Homes sales dip; prices fall sharply
Realtors' group says April sales by homeowners declined by 1%, while inventory jumped 10% and home prices tumbled another 8%.
NEW YORK (CNNMoney.com) -- Sales of existing homes slowed in April while inventory soared, according to a reading of the sagging housing market released Friday.
The National Association of Realtors reported that sales by homeowners dipped in April to an annual pace of 4.89 million, down 1% from the revised March reading of 4.94 million.
The existing home sales rate - including single-family, townhomes, condominiums and co-ops - is 17.5% below the 5.93 million units sold in April 2007.
The 4.89 million sales figure came in slightly ahead of the 4.85 million estimate forecast by economists surveyed by Briefing.com.
The median price of a home sold during the month fell to $202,300, down 8% from $219,900 a year ago. Prices are being pushed down by the growing number of existing homes on the market.
Homes available for sale at the end of April rose 10.5% to 4.55 million, which represents an 11.2-month supply at the current sales pace, up from a 10.0-month supply in March.
"This was the latest in the long string of disappointing results," said Mike Larson, real estate analyst for Weiss Research. He said he expected "relatively disappointing numbers for the next couple months."
What a difference a few years make
Larson put the April existing sales number of 4.89 million in context: in September 2005, the annualized pace was 7.2 million units. That means the current rate is more than 30% down from the peak - the housing market is not booming.
Before the start of the current housing slump, it had been 11 years since prices had fallen compared to a year earlier.

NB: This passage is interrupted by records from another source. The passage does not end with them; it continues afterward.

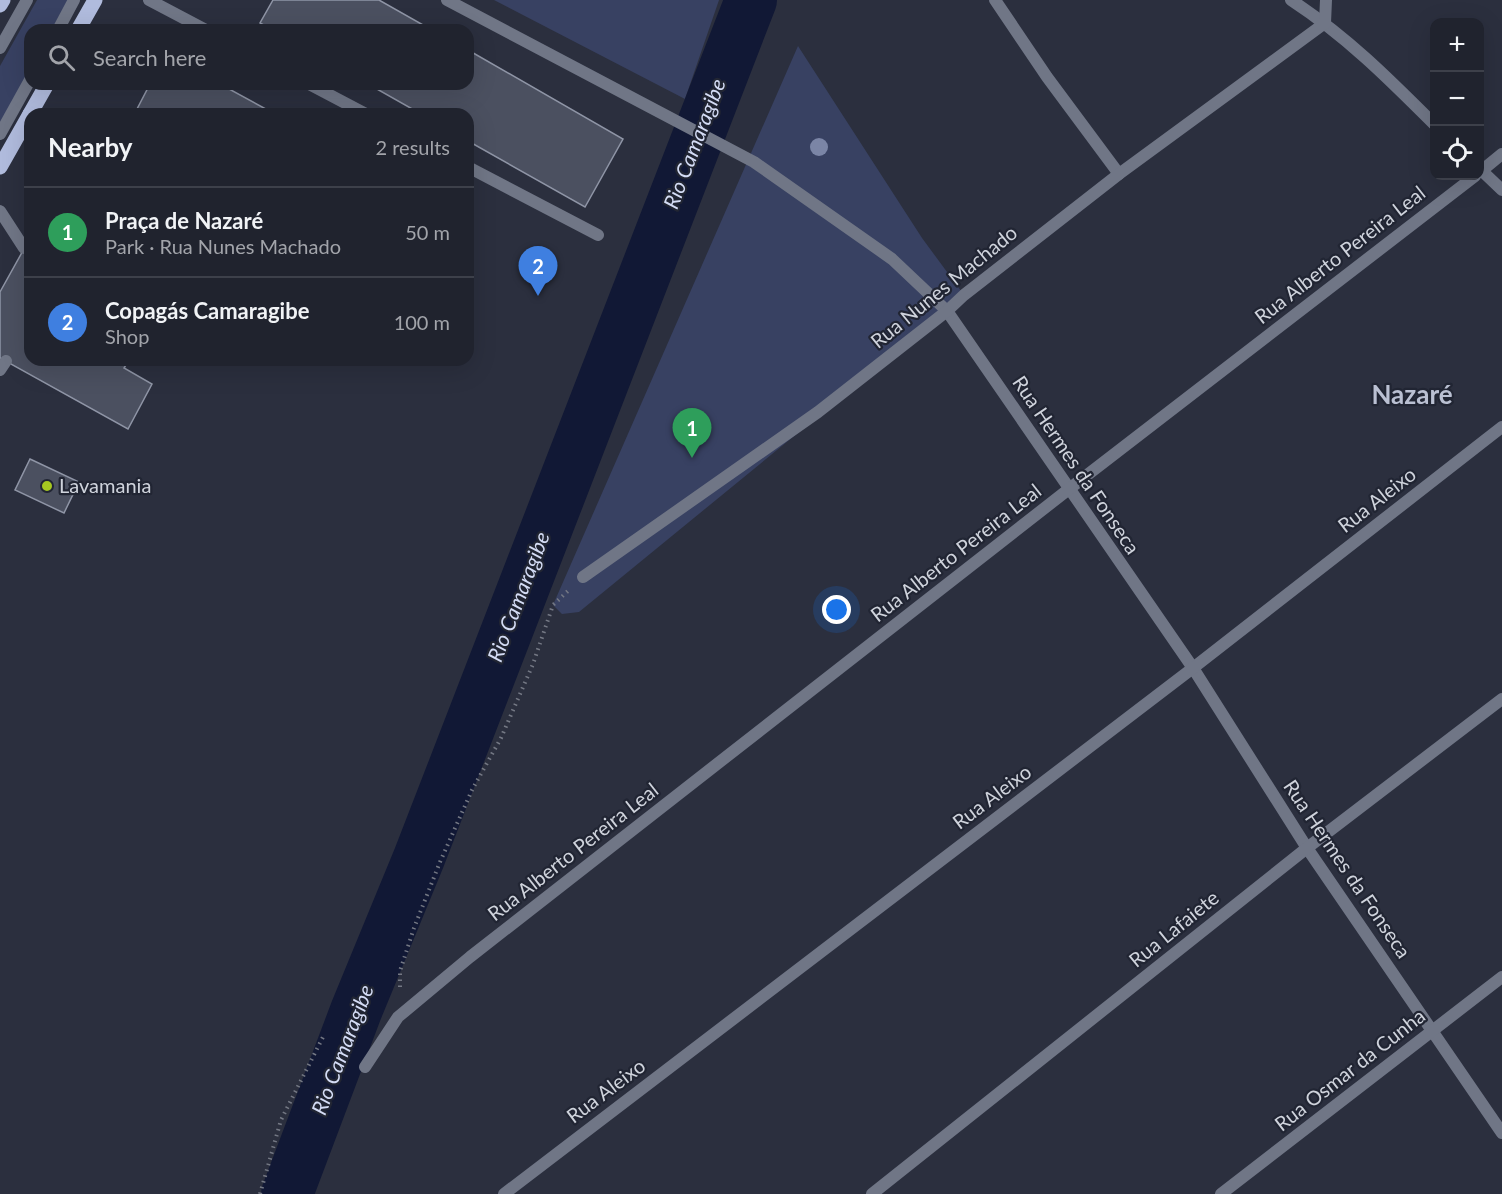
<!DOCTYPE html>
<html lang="en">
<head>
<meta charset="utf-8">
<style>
  :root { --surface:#20232e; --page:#282b36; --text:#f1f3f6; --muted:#a2a4aa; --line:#3d404a; --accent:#8c9099 }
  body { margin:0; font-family:Lato,sans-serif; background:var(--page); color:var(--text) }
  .controls { position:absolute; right:18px; top:18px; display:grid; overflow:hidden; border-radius:12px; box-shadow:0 6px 24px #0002 }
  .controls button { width:54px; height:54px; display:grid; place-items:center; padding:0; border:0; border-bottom:2px solid var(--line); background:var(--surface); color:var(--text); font:30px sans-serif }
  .you { position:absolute; left:837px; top:610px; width:21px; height:21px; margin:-15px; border:4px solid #fff; border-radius:50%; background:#1a73e8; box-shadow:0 0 0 9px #1a73e833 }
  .badge { display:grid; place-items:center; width:39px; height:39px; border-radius:50%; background:var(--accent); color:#fff; font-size:20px; font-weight:700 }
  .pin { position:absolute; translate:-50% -50px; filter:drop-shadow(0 2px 3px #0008) }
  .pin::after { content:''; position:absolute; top:32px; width:21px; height:18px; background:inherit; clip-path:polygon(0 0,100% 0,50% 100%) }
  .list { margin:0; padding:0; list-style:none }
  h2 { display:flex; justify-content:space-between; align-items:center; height:78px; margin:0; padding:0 24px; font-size:26px }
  h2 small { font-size:20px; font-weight:400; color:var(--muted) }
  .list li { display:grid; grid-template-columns:39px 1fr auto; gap:18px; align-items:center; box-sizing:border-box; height:90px; padding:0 24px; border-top:2px solid var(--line) }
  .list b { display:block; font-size:22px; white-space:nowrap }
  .list p { margin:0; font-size:20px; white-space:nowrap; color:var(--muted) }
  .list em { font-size:20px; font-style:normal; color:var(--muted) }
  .icon { flex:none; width:33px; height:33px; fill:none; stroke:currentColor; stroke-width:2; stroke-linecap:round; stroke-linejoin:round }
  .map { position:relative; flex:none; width:1502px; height:1194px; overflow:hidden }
  .search { position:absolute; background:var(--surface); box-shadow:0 6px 24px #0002; left:24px; top:24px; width:450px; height:66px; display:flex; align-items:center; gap:15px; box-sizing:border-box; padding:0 21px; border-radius:18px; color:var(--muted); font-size:22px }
  .panel { position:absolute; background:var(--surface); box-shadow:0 6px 24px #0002; left:24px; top:108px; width:450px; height:258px; border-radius:18px }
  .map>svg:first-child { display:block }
</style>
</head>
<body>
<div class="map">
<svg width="1502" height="1194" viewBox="0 0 1502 1194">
  <rect width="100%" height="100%" fill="#2b2f3e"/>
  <!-- green -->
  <g fill="#384162">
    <path d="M37,0H68L52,30H30V69L0,123V66Z"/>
    <path d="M494,0H719L685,99Z"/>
    <path d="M798,46L922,238L964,295L947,311L579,612L562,614L553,605Z"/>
  </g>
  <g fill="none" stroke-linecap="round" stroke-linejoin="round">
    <!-- river -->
    <path stroke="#111835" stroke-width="52" d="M287,1194L356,1011L419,858L751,0"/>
  </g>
  <!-- building -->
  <g fill="#4b5060" stroke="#8f95a6" stroke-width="1.5">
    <path d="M273,0H379L432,30H273L260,23Z"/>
    <path d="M468,50L623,139L585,207L468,141V114H421L368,84H468Z"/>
    <path d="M150,84H220L275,114H142L136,111Z"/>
    <path d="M30,238V360H129L124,368L152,384L128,429L0,358V292Z"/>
    <path d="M30,459L79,482L64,513L15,490Z"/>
  </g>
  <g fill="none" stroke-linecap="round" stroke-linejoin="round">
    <!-- path -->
    <g stroke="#747884" stroke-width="4" stroke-dasharray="1.5 4.5" stroke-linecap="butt">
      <path d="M400,987V971L414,928L440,862L472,790L501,738L533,664L553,605L569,590"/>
      <path d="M260,1194L281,1120L323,1037"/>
    </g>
    <!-- service -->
    <g stroke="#707686" stroke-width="12">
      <path d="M149,0L206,30"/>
      <path d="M58,30L74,0"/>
      <path d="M0,48L27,0"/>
      <path d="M309,84L366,114"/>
      <path d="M0,134L30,80"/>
      <path d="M468,167L598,235"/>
      <path d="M0,211L24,248"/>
      <path d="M0,370L6,361"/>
    </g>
    <!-- minor -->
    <g stroke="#707686" stroke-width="12">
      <path d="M447,0L754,162L892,259L947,311L1193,668L1307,848L1502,1133"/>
      <path d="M995,0L1047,77L1119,174"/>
      <path d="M1291,0C1346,36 1388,78 1434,124"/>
      <path d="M1480,169L1502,190"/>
      <path d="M1480,172L1502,154"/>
      <path d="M583,577L818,412L947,311L964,295L1119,174L1325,23L1326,0"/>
      <path d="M365,1067L398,1017L470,957L1069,489L1475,176"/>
      <path d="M504,1194L1193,668L1502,427"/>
      <path d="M872,1194L1307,848L1502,699"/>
      <path d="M1221,1194L1502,977"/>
    </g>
    <!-- primary -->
    <g stroke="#b0bbdd" stroke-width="15">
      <path d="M0,5L3,0"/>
      <path d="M78,30L95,0"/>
      <path d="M30,114L47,84"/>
      <path d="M0,167L30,114"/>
    </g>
  </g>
  <!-- trees -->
  <circle fill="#7b85a6" cx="819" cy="147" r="9"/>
  <!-- markers -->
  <circle fill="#a6c821" stroke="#212533" stroke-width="2" cx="47" cy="486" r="6"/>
  <g text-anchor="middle" stroke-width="4.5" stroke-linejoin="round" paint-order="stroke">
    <!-- street labels -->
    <g font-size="20" fill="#cfd3dc" stroke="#212533">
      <text transform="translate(1340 255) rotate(-38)" y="7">Rua Alberto Pereira Leal</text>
      <text transform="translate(944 287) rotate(-39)" y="7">Rua Nunes Machado</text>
      <text transform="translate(1076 465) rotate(56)" y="7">Rua Hermes da Fonseca</text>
      <text transform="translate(1377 500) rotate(-38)" y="7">Rua Aleixo</text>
      <text transform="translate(956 553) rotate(-38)" y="7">Rua Alberto Pereira Leal</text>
      <text transform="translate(992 797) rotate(-37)" y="7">Rua Aleixo</text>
      <text transform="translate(573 852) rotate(-38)" y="7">Rua Alberto Pereira Leal</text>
      <text transform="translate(1347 869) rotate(56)" y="7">Rua Hermes da Fonseca</text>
      <text transform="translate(1174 929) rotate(-39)" y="7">Rua Lafaiete</text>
      <text transform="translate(1350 1070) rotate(-38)" y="7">Rua Osmar da Cunha</text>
      <text transform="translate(606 1091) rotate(-37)" y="7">Rua Aleixo</text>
    </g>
    <!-- poi labels -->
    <g font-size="20" fill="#cfd3dc" stroke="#212533" text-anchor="start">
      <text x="59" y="493">Lavamania</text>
    </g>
    <!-- water labels -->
    <g font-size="21" font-style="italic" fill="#d4dcf5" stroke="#212533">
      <text transform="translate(695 144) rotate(-69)" y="7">Rio Camaragibe</text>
      <text transform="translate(519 597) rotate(-69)" y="7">Rio Camaragibe</text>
      <text transform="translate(343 1050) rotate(-69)" y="7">Rio Camaragibe</text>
    </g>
    <!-- district labels -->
    <g font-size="26" font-weight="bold" fill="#bac0d2" stroke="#212533">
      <text x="1412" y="404">Nazaré</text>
    </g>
  </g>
</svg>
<div class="controls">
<button>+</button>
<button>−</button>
<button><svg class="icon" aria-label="locate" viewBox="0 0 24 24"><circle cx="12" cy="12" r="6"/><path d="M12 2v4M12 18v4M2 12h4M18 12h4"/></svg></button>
</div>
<div class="you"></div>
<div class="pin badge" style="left:692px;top:458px;background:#2e9e5b">1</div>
<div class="pin badge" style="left:538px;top:296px;background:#3f7fe0">2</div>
<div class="search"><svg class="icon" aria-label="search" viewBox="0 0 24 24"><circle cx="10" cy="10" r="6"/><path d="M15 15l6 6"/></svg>Search here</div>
<section class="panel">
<h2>Nearby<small>2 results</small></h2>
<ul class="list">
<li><span class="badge" style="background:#2e9e5b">1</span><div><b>Praça de Nazaré</b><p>Park · Rua Nunes Machado</p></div><em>50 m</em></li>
<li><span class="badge" style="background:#3f7fe0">2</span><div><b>Copagás Camaragibe</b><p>Shop</p></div><em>100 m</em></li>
</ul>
</section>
</div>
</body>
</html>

"Some markets like San Diego, Calif., and Fort Myers, Fla., are experiencing rising sales after sudden double-digit drops in local home prices, so lower prices and low interest rates are starting to generate results," said Lawrence Yun, NAR chief economist in a report.
Larson also said that in some markets, bargain hunters are starting to nibble where prices are down nearly 50% from their peak. "But what the national averages are telling us is that we have not reached that tipping point for the nation as a whole," he said.

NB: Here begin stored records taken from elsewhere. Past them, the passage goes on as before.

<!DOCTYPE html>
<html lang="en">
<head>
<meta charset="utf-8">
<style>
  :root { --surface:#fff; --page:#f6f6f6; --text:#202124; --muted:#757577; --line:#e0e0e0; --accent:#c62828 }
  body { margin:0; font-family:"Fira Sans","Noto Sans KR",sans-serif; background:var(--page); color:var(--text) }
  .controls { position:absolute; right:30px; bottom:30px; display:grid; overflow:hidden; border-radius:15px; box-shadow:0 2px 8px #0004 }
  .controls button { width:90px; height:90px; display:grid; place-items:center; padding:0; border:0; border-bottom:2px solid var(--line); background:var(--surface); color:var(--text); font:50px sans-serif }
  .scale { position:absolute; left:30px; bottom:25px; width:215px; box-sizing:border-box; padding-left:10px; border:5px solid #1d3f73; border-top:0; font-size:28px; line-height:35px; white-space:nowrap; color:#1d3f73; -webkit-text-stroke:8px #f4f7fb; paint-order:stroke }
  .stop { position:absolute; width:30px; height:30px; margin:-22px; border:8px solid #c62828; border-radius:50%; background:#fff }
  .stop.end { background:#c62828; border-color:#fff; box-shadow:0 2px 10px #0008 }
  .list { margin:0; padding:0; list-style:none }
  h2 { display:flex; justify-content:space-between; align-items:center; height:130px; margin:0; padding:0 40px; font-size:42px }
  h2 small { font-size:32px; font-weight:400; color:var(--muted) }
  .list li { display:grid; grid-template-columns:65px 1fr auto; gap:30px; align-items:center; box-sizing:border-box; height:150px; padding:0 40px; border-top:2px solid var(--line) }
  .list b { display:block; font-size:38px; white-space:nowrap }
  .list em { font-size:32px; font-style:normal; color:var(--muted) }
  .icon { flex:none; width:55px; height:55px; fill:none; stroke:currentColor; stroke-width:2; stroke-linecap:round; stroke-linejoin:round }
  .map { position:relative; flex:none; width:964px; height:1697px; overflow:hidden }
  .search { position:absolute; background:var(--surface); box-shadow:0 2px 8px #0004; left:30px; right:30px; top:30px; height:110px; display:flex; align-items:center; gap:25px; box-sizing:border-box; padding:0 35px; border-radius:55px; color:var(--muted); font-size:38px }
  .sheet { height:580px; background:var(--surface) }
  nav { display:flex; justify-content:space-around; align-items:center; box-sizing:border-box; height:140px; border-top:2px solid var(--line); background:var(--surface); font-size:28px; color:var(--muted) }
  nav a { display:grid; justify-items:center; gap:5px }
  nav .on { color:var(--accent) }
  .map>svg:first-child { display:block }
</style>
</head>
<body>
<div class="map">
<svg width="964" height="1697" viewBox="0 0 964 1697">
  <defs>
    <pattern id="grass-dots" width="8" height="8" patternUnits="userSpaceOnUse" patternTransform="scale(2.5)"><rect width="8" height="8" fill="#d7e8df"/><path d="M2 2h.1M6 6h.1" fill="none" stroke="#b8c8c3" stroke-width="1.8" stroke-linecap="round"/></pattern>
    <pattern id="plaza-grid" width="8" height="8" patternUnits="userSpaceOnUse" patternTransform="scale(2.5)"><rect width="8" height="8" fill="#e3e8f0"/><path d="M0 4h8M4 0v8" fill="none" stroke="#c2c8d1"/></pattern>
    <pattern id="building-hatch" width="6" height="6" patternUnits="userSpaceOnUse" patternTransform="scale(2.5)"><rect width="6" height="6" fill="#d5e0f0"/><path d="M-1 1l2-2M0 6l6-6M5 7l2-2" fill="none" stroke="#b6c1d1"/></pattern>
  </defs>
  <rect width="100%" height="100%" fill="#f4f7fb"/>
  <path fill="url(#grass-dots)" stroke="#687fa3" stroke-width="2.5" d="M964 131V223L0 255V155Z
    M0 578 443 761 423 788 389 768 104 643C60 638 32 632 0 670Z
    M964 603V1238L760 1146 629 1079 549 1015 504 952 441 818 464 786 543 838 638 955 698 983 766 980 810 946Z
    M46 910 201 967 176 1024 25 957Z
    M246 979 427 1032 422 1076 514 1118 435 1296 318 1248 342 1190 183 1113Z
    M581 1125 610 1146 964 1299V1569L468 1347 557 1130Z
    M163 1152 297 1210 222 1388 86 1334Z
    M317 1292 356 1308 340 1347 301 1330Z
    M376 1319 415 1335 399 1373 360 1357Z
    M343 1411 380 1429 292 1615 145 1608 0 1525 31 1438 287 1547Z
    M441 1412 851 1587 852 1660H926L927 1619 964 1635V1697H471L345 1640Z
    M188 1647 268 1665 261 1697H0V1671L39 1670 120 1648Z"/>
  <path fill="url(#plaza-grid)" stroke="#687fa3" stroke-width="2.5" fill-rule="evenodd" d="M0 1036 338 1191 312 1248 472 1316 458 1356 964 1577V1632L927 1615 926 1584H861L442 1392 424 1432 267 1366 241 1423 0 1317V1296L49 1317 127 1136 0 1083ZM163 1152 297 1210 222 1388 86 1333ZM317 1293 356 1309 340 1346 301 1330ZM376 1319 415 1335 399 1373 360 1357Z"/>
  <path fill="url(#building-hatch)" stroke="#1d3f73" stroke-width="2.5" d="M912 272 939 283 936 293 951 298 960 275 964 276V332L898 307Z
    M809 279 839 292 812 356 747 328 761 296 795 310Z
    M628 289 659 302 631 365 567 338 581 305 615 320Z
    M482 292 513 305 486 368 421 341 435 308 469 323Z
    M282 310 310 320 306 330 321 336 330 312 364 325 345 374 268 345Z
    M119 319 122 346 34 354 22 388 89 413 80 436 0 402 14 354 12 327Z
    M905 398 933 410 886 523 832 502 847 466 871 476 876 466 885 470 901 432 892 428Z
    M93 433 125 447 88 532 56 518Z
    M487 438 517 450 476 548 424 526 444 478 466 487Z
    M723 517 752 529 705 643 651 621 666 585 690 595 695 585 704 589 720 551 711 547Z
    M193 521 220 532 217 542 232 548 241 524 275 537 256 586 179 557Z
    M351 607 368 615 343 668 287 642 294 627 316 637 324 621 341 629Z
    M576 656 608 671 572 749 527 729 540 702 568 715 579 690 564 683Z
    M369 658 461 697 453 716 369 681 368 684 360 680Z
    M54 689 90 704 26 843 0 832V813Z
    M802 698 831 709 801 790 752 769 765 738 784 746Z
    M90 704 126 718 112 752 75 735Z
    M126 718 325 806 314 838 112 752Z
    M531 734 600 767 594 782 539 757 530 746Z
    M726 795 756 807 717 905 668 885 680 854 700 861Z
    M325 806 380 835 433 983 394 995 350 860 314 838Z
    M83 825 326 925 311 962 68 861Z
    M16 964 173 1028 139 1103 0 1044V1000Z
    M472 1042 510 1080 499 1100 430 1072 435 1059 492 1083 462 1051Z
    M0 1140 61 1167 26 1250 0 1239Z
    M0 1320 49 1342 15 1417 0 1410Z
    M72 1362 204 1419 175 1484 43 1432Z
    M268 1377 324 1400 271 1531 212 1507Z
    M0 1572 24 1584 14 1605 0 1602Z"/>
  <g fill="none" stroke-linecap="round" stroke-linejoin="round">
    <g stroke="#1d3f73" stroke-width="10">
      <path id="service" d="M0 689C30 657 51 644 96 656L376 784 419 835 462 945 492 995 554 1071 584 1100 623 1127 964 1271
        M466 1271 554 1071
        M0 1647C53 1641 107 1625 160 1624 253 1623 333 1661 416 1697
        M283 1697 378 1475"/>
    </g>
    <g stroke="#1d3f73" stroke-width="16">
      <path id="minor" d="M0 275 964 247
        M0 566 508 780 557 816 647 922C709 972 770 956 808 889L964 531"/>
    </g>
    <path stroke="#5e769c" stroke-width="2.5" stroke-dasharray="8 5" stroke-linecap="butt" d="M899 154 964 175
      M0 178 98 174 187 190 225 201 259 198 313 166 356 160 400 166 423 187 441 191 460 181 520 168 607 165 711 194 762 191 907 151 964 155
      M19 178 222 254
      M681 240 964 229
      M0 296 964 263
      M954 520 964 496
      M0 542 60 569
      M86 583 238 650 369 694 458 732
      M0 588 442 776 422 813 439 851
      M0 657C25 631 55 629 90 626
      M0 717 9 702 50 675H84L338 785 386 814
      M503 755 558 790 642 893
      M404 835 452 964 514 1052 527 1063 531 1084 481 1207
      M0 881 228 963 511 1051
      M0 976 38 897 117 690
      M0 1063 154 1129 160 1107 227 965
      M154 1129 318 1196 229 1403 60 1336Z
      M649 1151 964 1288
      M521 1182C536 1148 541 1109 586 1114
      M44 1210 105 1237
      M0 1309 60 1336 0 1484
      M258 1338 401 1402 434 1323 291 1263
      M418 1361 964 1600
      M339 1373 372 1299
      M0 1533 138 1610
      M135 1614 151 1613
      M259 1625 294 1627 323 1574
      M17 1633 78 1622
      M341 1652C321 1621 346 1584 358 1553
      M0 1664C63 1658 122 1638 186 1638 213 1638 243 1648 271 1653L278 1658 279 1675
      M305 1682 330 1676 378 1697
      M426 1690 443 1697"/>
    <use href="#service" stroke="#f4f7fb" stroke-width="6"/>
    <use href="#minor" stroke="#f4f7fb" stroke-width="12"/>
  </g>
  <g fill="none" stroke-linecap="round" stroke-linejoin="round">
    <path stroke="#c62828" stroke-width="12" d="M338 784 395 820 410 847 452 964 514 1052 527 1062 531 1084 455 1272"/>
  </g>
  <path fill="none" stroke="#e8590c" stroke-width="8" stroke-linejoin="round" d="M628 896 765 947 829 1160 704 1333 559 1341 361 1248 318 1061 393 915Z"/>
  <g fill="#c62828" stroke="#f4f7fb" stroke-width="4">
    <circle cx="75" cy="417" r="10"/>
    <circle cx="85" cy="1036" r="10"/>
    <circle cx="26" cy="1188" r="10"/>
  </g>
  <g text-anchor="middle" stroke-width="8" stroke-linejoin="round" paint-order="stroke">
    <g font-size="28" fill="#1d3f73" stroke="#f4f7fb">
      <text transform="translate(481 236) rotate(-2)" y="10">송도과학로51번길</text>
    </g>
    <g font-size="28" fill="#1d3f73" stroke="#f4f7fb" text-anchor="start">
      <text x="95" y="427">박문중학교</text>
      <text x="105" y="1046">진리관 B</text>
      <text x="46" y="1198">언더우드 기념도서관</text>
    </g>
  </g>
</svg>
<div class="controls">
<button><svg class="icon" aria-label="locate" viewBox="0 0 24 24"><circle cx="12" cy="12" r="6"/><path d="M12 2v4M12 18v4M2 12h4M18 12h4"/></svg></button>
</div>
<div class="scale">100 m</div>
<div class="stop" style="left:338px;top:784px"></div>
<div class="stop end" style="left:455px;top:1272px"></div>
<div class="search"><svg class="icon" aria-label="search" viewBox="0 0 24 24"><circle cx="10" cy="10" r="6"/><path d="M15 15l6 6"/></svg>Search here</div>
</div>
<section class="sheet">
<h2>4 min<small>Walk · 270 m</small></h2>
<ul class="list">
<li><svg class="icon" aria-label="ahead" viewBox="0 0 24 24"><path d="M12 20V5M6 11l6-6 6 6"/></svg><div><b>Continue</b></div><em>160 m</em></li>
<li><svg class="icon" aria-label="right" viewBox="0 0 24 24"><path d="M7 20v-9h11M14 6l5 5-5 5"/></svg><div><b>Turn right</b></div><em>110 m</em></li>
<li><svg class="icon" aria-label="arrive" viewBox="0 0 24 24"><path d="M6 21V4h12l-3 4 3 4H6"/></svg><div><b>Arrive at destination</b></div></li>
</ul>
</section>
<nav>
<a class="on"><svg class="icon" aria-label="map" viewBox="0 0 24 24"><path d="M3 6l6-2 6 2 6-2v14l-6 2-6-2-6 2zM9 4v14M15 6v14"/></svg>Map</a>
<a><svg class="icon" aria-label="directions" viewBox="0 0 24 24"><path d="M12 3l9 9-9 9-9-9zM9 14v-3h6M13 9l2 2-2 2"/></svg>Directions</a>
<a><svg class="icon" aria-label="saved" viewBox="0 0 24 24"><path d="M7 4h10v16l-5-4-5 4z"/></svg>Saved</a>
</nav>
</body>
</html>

Single-family home sales slipped 0.5% to a seasonally adjusted annual rate of 4.34 million in April, which is 16.1% below the 5.17 million-unit level from one year ago.
The median existing single-family home price was $200,700 in April, down 8.5% from April 2007.
Regionally, existing home sales in the West actually rose 6.4% in April from March to a level of 1 million, propping up the national average. However, while sales in the West were up, they are still 15.3% below a year ago. The median price in the West was $285,700, which is 16.7% lower than April 2007.
Sales in the Northeast fell 4.4% to an annual pace of 870,000 in April, 14.7% below a year ago. The median price in the Northeast was $262,000, which is 7.7% below April 2007.
In the Midwest, existing home sales were at an annual rate of 1.1 million in April, which is 6.0% below March and 19.7% lower than April 2007. The median price in the Midwest was $159,100, down 2.9% from April 2007.